April 15-19, 2008 – New Orleans
I arrived in New Orleans on a pleasant sunny day, perfect for a stroll along Magazine Street where I stopped for what might have been the best sandwich I’ve eaten in ages – toasted whole grain bread with a heap of thinly sliced turkey breast, cheddar cheese, lettuce, tomato and avocado with a half sour pickle.
Some things remain constant in New Orleans, despite the horrific tragedies of Katrina – stores all over town still sell Mardi Gras beads and as I walked down St. Charles in the Garden District, the remains of the Mardi Gras celebrations still hung from most trees and littered the sidewalks.
Throughout the French Quarter the quintessential wrought iron balconies still decorate the buildings. It’s only the numerous for sale or lease signs that signal the lingering financial devastation from the hurricane.
Music remains a constant in this city, and the bars and clubs of the French Quarter, along with the pubs lining Magazine Street, continue to ring with the sounds of zydeco, rock, jazz and the blues. But when I peeked inside, the crowds were smaller and a bit more subdued than my last visit pre-K.

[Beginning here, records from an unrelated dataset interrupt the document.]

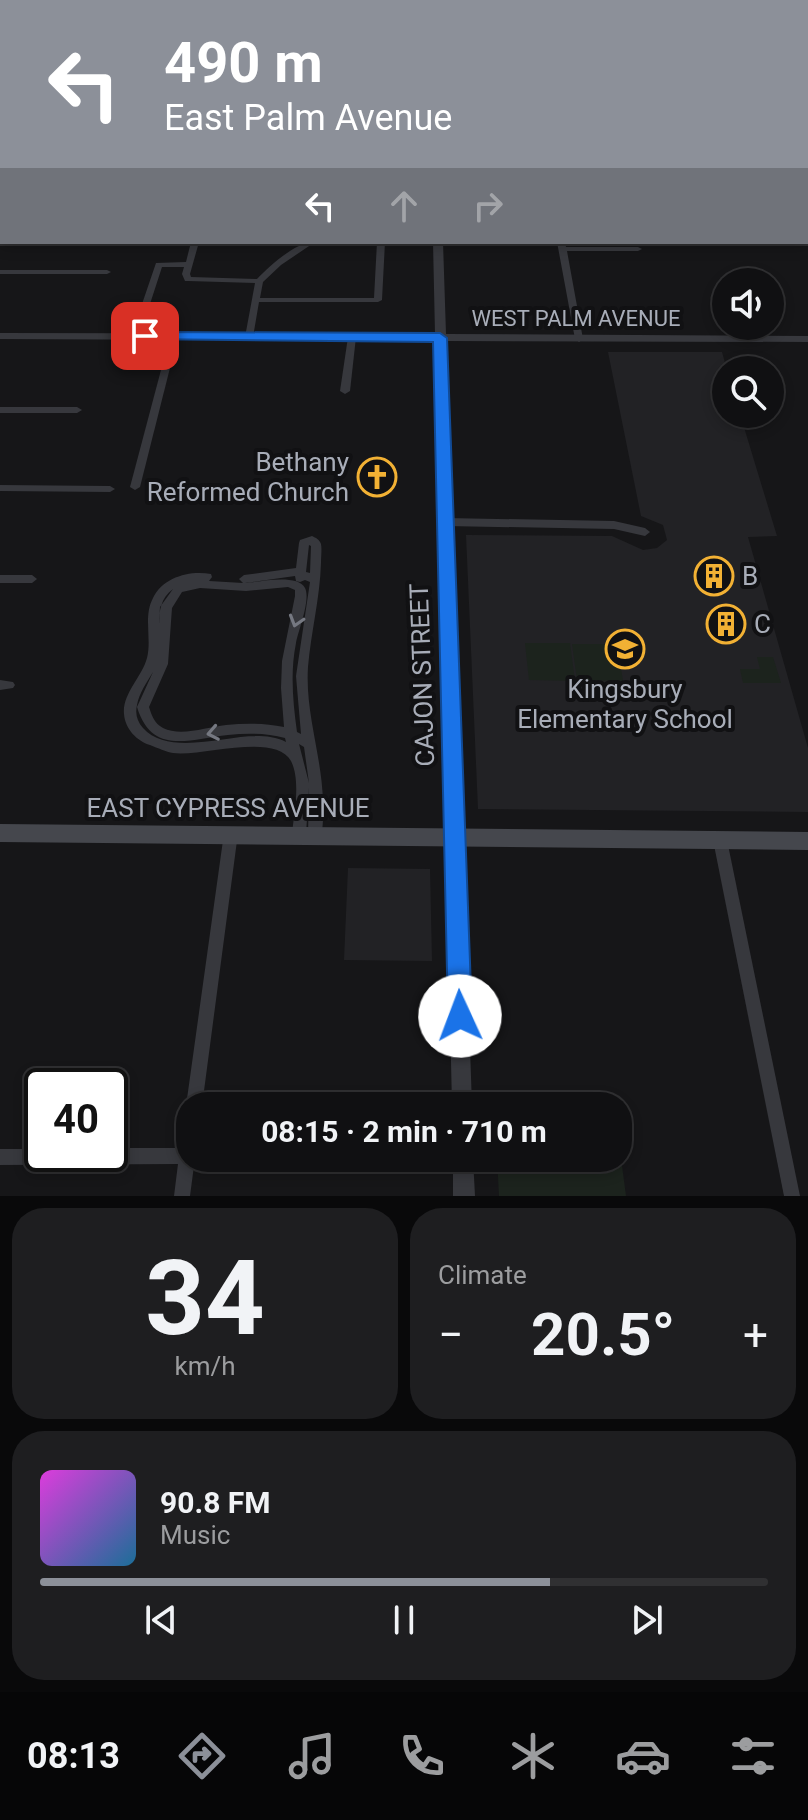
<!DOCTYPE html>
<meta charset="utf-8">
<style>
body{margin:0;font-family:Roboto,sans-serif;background:#1e1e20;color:#f1f3f6;height:100vh;display:flex;flex-direction:column;font-size:30px;white-space:nowrap}
*{box-sizing:border-box;margin:0}
p{font-size:26px;color:#9c9d9f}
.icon{flex:none;width:44px;height:44px;fill:none;stroke:currentColor;stroke-width:2;stroke-linecap:round;stroke-linejoin:round}
.map{position:relative;height:1196px;overflow:hidden}
.panel{display:flex;flex-direction:column;gap:12px;padding:12px;background:#09090a;flex:1}
.panel>*{flex:none}
.top-card{position:absolute;left:0px;top:0px;width:808px;height:244px;box-shadow:0 4px 12px #0003,0 0 0 2px #303032;background:#8c9099;color:#fff;overflow:hidden}
.controls{position:absolute;left:712px;top:268px;display:grid;gap:16px}
.controls a{display:grid;place-items:center;width:72px;height:72px;border-radius:50%;background:#101012;box-shadow:0 4px 12px #0003,0 0 0 2px #303032;font-size:40px}
.speed{position:absolute;left:24px;top:1068px;display:flex;gap:16px;font-size:40px;font-weight:700;text-align:center}
.speed>*{display:grid;place-content:center;width:104px;height:104px;border-radius:50%;background:#101012;box-shadow:0 4px 12px #0003,0 0 0 2px #303032;line-height:1}
.speed .limit{border:4px solid #111;border-radius:12px;background:#fff;color:#111}
.pin{position:absolute;display:grid;place-items:center;width:68px;height:68px;color:#fff;margin:-34px;border-radius:16px;box-shadow:0 4px 12px #0006}
.me{position:absolute;width:88px;margin:-44px;rotate:358deg;stroke-linejoin:round;filter:drop-shadow(0 0 6px #0008)}
.turn{display:flex;align-items:center;gap:28px;height:168px;padding:0 32px;font-size:36px}
.turn .icon{width:104px;height:104px;stroke-width:2.5}
.turn b{display:block;font-size:56px;line-height:68px}
.lanes{display:flex;align-items:center;height:76px;padding:0 32px;background:#0003;justify-content:center;gap:40px;direction:ltr}
.lanes .off{opacity:.35}
.big{font-size:60px;font-weight:700;line-height:1.1}
.panel .card{flex:1;display:flex;flex-direction:column;justify-content:center;gap:12px;min-width:0;padding:0 28px;border-radius:32px;background:#1e1e20}
.panel .dial{align-items:center;gap:0}
.dial b{font-size:104px;line-height:1}
.song{display:flex;align-items:center;gap:24px}
.cover{width:96px;height:96px;border-radius:12px;background:linear-gradient(135deg,hsl(300 70% 55%),hsl(200 70% 35%))}
.played{height:8px;border-radius:4px;background:linear-gradient(90deg,#8c9099 70%,#303032 70%)}
.keys{display:flex;justify-content:space-around;direction:ltr}
.heat{display:flex;justify-content:space-between;align-items:center;font-size:44px;direction:ltr}
.panel .tiles{flex:1;display:grid;gap:12px;grid-template-columns:1fr 1fr}
.card:last-child{grid-column:span 2}
.trip{position:absolute;left:176px;top:1092px;width:456px;height:80px;border-radius:32px;background:#101012;box-shadow:0 4px 12px #0003,0 0 0 2px #303032;font-weight:700;line-height:80px;text-align:center}
.menu{display:flex;height:128px;justify-content:space-around;align-items:center;background:#060607;color:#9c9d9f}
.menu .icon{width:56px;height:56px}
.menu .on{color:#8c9099}
.menu b{font-size:36px;color:#f1f3f6}
.map>svg:first-child{display:block}
</style>
<div class="map">
<svg width="808" height="1196" viewBox="0 0 808 1196">
<rect width="100%" height="100%" fill="#161618"/>
<g fill="#222225">
<path d="M608 352H722L727 370 726 414H740L777 536 748 537 808 748V812L478 809 466 535 612 536 643 550 657 548 667 540 663 525 641 516Z"/>
<path d="M348 868 430 869 432 961 344 960Z"/>
</g>
<g fill="#1c231d">
<path d="M439 0H791L793 2H439Z"/>
<path d="M525 643H570L575 681 529 680Z"/>
<path d="M572 644H617L623 681 577 680Z"/>
<path d="M757 657H773L781 683H743L740 669H760Z"/>
<path d="M618 1135 626 1196H499L497 1158H618Z"/>
</g>
<g fill="none" stroke-linecap="round" stroke-linejoin="round">
<g fill="#37383d" fill-rule="evenodd">
<path d="M21 0H27L29 2H23Z"/>
<path d="M112 0H118L119 2H113Z"/>
<path d="M234 0H240L241 2H235Z"/>
<path d="M296 0H302L301 2H295Z"/>
<path d="M697 0H704L706 2H699Z"/>
<path d="M790 0H797L799 2H792Z"/>
<path d="M808 9V13L806 14V10Z"/>
<rect x="0" y="50" width="2" height="4"/>
<path d="M806 62 808 63V67L806 66Z"/>
<rect x="0" y="116" width="2" height="4"/>
<rect x="0" y="148" width="2" height="6"/>
<rect x="806" y="162" width="2" height="16"/>
<rect x="0" y="168" width="2" height="4"/>
<rect x="0" y="223" width="2" height="8"/>
<path d="M191 242H199L190 274 191 277 257 279C271 265 295 242 315 242L281 265 263 282 260 298H374L377 242H385L382 300 378 302H259L253 337 249 340 245 337 255 283 188 281H185L182 274 184 267H162L150 304 149 306H143L142 304 156 263 186 262Z"/>
<path d="M557 242H565L566 247H638L642 249 638 251H567L583 339 579 342 575 339Z"/>
<path d="M0 270H107L111 272 107 274H0Z"/>
<path d="M174 333 178 336 140 487 135 490 130 487 170 336Z"/>
<path d="M352 334 356 337 350 391 345 394 340 391 348 337Z"/>
<path d="M0 407H77L82 410 77 413H0Z"/>
<path d="M0 485 110 486 115 489 110 492 0 491Z"/>
<path d="M446 518 614 521 645 528 650 532 645 536 614 529 446 526 441 522Z"/>
<path d="M312 536C316 538 319 539 321 544 322 549 321 557 321 563 320 598 311 632 308 667 305 713 322 756 323 802 323 814 324 827 320 838L315 840 310 838 308 834 309 788 306 834 304 838 299 840 294 838 292 834C294 813 301 781 291 761 275 732 202 757 173 753 166 752 158 748 150 745 137 741 125 729 124 714 122 694 142 677 147 658 152 638 143 617 153 598 163 577 190 570 211 574L212 577 209 581 243 583 239 579 244 575 296 568 299 543 300 540ZM309 545 311 546 310 573 306 572ZM295 576 296 581 300 582 305 580 310 582 296 676 301 734 297 732C293 703 290 672 296 643 298 631 311 600 305 588 298 573 258 582 245 583ZM288 587 295 590V596L282 661 281 688 284 727C265 723 246 723 226 725 207 727 181 737 163 728 154 723 152 716 149 707L168 664 172 608 182 592 200 588 246 591ZM173 589 160 607 159 624C159 610 161 598 173 589ZM153 672 137 707C152 756 189 739 228 735 247 733 267 733 285 738L286 742C277 737 266 736 256 736 224 736 168 756 143 728 137 721 135 714 137 705 139 693 147 682 153 672ZM299 744 304 747 309 783Z"/>
<path d="M0 575H32L37 579 32 583H0Z"/>
<path d="M0 680 13 682 15 685 13 688 0 690Z"/>
<path d="M231 827 236 829 238 833 202 1106H190V1112L186 1106 224 833 226 829Z"/>
<path d="M720 834 725 836 727 840 800 1196H784L713 840 715 836Z"/>
<path d="M190 1126V1158H195L190 1196H174L178 1164 0 1165V1149H42V1154H110V1148H180L184 1128Z"/>
</g>
<g fill="#37383d" fill-rule="evenodd">
<rect x="429" y="0" width="6" height="2"/>
<rect x="0" y="95" width="2" height="4"/>
<rect x="806" y="97" width="2" height="4"/>
<path d="M433 242H443L446 334 808 336V342L446 341 472 1106H452L435 341 0 339V333L435 334Z"/>
<path d="M453 1158H473L475 1196H453Z"/>
</g>
<path fill="#45474d" fill-rule="evenodd" d="M0 824 808 832V850L0 842Z"/>
</g>
<defs><path id="oneway-chevron" d="M-2-3.5L2.5 0L-2 3.5" fill="none" stroke-width="1.6" stroke-linecap="round" stroke-linejoin="round" transform="scale(2)"/></defs>
<g stroke="#757881">
<use href="#oneway-chevron" transform="translate(296 621) rotate(107)"/>
<use href="#oneway-chevron" transform="translate(213 733) rotate(169)"/>
</g>
<path fill="#1a73e8" stroke="#114b97" stroke-width="2" d="M145 332 440 333 447 338 472 1016 469 1025 460 1028 451 1025 448 1016 433 342 140 339V333Z"/>
<defs>
<g id="church-ring" transform="scale(2)"><circle r="9.5" fill="#111113" stroke="#f2b134" stroke-width="1.5"/><path d="M-1.2-6h2.4v3.5h3.3v2.4h-3.3V6h-2.4V-.1h-3.3v-2.4h3.3Z" fill="#f2b134"/></g>
<g id="building-ring" transform="scale(2)"><circle r="9.5" fill="#111113" stroke="#f2b134" stroke-width="1.5"/><path d="M-4-6H4V6H1V3H-1V6H-4ZM-2.5-4.3h1.7v1.8h-1.7ZM.8-4.3h1.7v1.8H.8ZM-2.5-1h1.7V.8h-1.7ZM.8-1h1.7V.8H.8Z" fill="#f2b134"/></g>
<g id="school-ring" transform="scale(2)"><circle r="9.5" fill="#111113" stroke="#f2b134" stroke-width="1.5"/><path d="M0-5L7-2L0 1L-7-2ZM-4 1L0 2.5L4 1V4Q0 6-4 4Z" fill="#f2b134"/></g>
</defs>
<g fill-rule="evenodd">
<use href="#church-ring" x="377" y="477"/>
<use href="#building-ring" x="714" y="576"/>
<use href="#building-ring" x="726" y="624"/>
<use href="#school-ring" x="625" y="649"/>
</g>
<g text-anchor="middle" stroke-width="8" stroke-linejoin="round" paint-order="stroke">
<g font-size="22" fill="#a8adb8" stroke="#111113">
<text x="576" y="326">WEST PALM AVENUE</text>
</g>
<g font-size="26" fill="#a8adb8" stroke="#111113" text-anchor="start">
<text x="349" y="471" text-anchor="end">Bethany<tspan x="349" dy="30">Reformed Church</tspan></text>
<text x="742" y="585">B</text>
<text x="754" y="633">C</text>
<text x="625" y="698" text-anchor="middle">Kingsbury<tspan x="625" dy="30">Elementary School</tspan></text>
</g>
<g font-size="26" fill="#a8adb8" stroke="#111113">
<text transform="translate(422 675) rotate(-92)" y="9">CAJON STREET</text>
<text x="228" y="817">EAST CYPRESS AVENUE</text>
</g>
</g>
</svg>
<div class="controls">
<a><svg class="icon" aria-label="sound" viewBox="0 0 24 24"><path d="M4 9h4l5-4v14l-5-4H4zM17 9q2 3 0 6"/></svg></a>
<a><svg class="icon" aria-label="search" viewBox="0 0 24 24"><circle cx="10" cy="10" r="6"/><path d="M15 15l6 6"/></svg></a>
</div>
<div class="speed"><div class="limit">40</div></div>
<div class="pin" style="left:145px;top:336px;background:#d93025"><svg class="icon" aria-label="arrive" viewBox="0 0 24 24"><path d="M6 21V4h12l-3 4 3 4H6"/></svg></div>
<svg class="me" style="left:460px;top:1016px" viewBox="-20 -20 40 40"><circle r="19" fill="#fff"/><path d="M0-13L10 11 0 6-10 11z" fill="#1a73e8"/></svg>
<div class="trip">08:15 · 2 min · 710 m</div>
<div class="top-card">
<div class="turn"><svg class="icon" aria-label="left" viewBox="0 0 24 24"><path d="M17 20v-9H6M10 6l-5 5 5 5"/></svg><div><b>490 m</b>East Palm Avenue</div></div>
<div class="lanes"><svg class="icon" aria-label="left" viewBox="0 0 24 24"><path d="M17 20v-9H6M10 6l-5 5 5 5"/></svg><svg class="icon off" aria-label="ahead" viewBox="0 0 24 24"><path d="M12 20V5M6 11l6-6 6 6"/></svg><svg class="icon off" aria-label="right" viewBox="0 0 24 24"><path d="M7 20v-9h11M14 6l5 5-5 5"/></svg></div>
</div>
</div>
<section class="panel">
<div class="tiles">
<div class="card dial"><b>34</b><p>km/h</p></div>
<div class="card"><p>Climate</p>
<div class="heat"><a>−</a><b class="big">20.5°</b><a>+</a></div>
</div>
<div class="card">
<div class="song"><i class="cover"></i><div><b>90.8 FM</b><p>Music</p></div></div>
<div class="played"></div>
<div class="keys"><svg class="icon" aria-label="previous" viewBox="0 0 24 24"><path d="M18 5L8 12l10 7zM5 5v14"/></svg><svg class="icon" aria-label="pause" viewBox="0 0 24 24"><path d="M8 5v14M16 5v14"/></svg><svg class="icon" aria-label="next" viewBox="0 0 24 24"><path d="M6 5l10 7-10 7zM19 5v14"/></svg></div>
</div>
</div>
</section>
<nav class="menu">
<b>08:13</b>
<svg class="icon on" aria-label="directions" viewBox="0 0 24 24"><path d="M12 3l9 9-9 9-9-9zM9 14v-3h6M13 9l2 2-2 2"/></svg>
<svg class="icon" aria-label="music" viewBox="0 0 24 24"><path d="M9 18V5l10-2v13"/><circle cx="6" cy="18" r="3"/><circle cx="16" cy="16" r="3"/></svg>
<svg class="icon" aria-label="phone" viewBox="0 0 24 24"><path d="M5 4h4l2 5-3 2q2 4 5 5l2-3 5 2v4C11 20 4 13 5 4z"/></svg>
<svg class="icon" aria-label="climate" viewBox="0 0 24 24"><path d="M12 3v18M4 7l16 10M4 17L20 7"/></svg>
<svg class="icon" aria-label="car" viewBox="0 0 24 24"><path d="M5 17H2v-5l4-1 3-4h7l3 4 3 1v5h-3M9 17h6M6 11h13"/><circle cx="7" cy="17" r="2"/><circle cx="17" cy="17" r="2"/></svg>
<svg class="icon" aria-label="filters" viewBox="0 0 24 24"><path d="M4 7h16M4 17h16"/><circle cx="9" cy="7" r="2"/><circle cx="15" cy="17" r="2"/></svg>
</nav>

Spring has been here for awhile and coming from Denver where it snowed last week, it feels like summer is in bloom with caterpillars crawling along most every sidewalk. I noticed them because the crumbling condition of the walks forced me to watch my feet to avoid stumbling.
Although residents can be seen everywhere working to rebuild their homes, the sidewalks, curbs, gutters and streets are full of heaving cracks and crumbling stone. It’s as if a property is a patient they are working to revive – focusing on heart transplant surgery now, the pedicure can wait until the patient is stabilized.
But what I’m really here for is the food. The International Association of Culinary Professionals (IACP) conference brought me to New Orleans, arguably one of the top foodie destinations in the country (or world). Crawfish is in season, along with soft shell crabs, and guests dug in eagerly, unable to satisfy their cravings with just one or two.
Every culture has it’s form of sausage – in New Orleans it’s andouille and tasso ham – so what better way to get acquainted than to begin with an unadulterated and undecorated piece, letting my mouth explore the intricate flavors and spices, whetting my appetite for more.
Everywhere you go, it’s a pork thing…I’m thinking of writing a book called Pork Heaven to explore the nearly religious experience of the humble pig in our diet. Here in New Orleans, it was bacon wrapped shrimp offered up by one of the city’s famous restaurants.
The chefs of this warm city showed up in force to take care of us – from speaking at the conference about the role they are playing in helping to rebuild both their communities and the tourism of the city, to treating us to the delicacies of Creole and Cajun food: oysters, soft shell crab, and gumbo.
Emeril Lagasse led a celebrity cooking demonstration for a fundraiser this week for the Culinary Trust, whipping up shrimp etouffe, one of those classic dishes that relies on a nice darkly browned roux for color and flavoring. These guys are the chefs from his restaurant empire in New Orleans, waiting for the silent auction to end to serve the crowd.
Chef Paul Prudhomme is perhaps the most famous New Orleans chef, although his shyness seems to hold him back just slightly from the spotlight. He was full of charm serving his famous gumbo from K Paul’s restaurant, which he likes to eat served over potato salad instead of rice. Other gumbos served that night included the incredibly savory gumbo z’herbes, which is made with stewed greens like spinach, mustard greens, and kale mixed with spices. It’s my new favorite gumbo.
I observed a lot while I was in New Orleans:
A city still struggling to put the devastation behind while welcoming visitors with an open heart and obvious gratitude.
Buildings in all states of repair – some completed and sparkling with freshly planted gardens; others swarming with family and contractors working to saw, nail, and paint a new future; and some abandoned in mid-stride, an indicator that the financial or emotional burden to rebuild may just be too much for some.
A group of people with a relaxed attitude toward life in general, but a fierce sense of pride and self-reliance, making sure visitors know they will overcome their challenges, despite the lack of federal support they wished they had received.
A city in transition – in some ways just like any other as they work to revitalize the warehouse district, but in other ways unlike any other as they rebuild from perhaps the most difficult natural disaster in our country.
Perhaps most obvious is a culture that just refuses to die – the soul of this region lives on and the heart beats strong. Everywhere you go you can still hear the mantra, “Laissez les bons temps rouler!”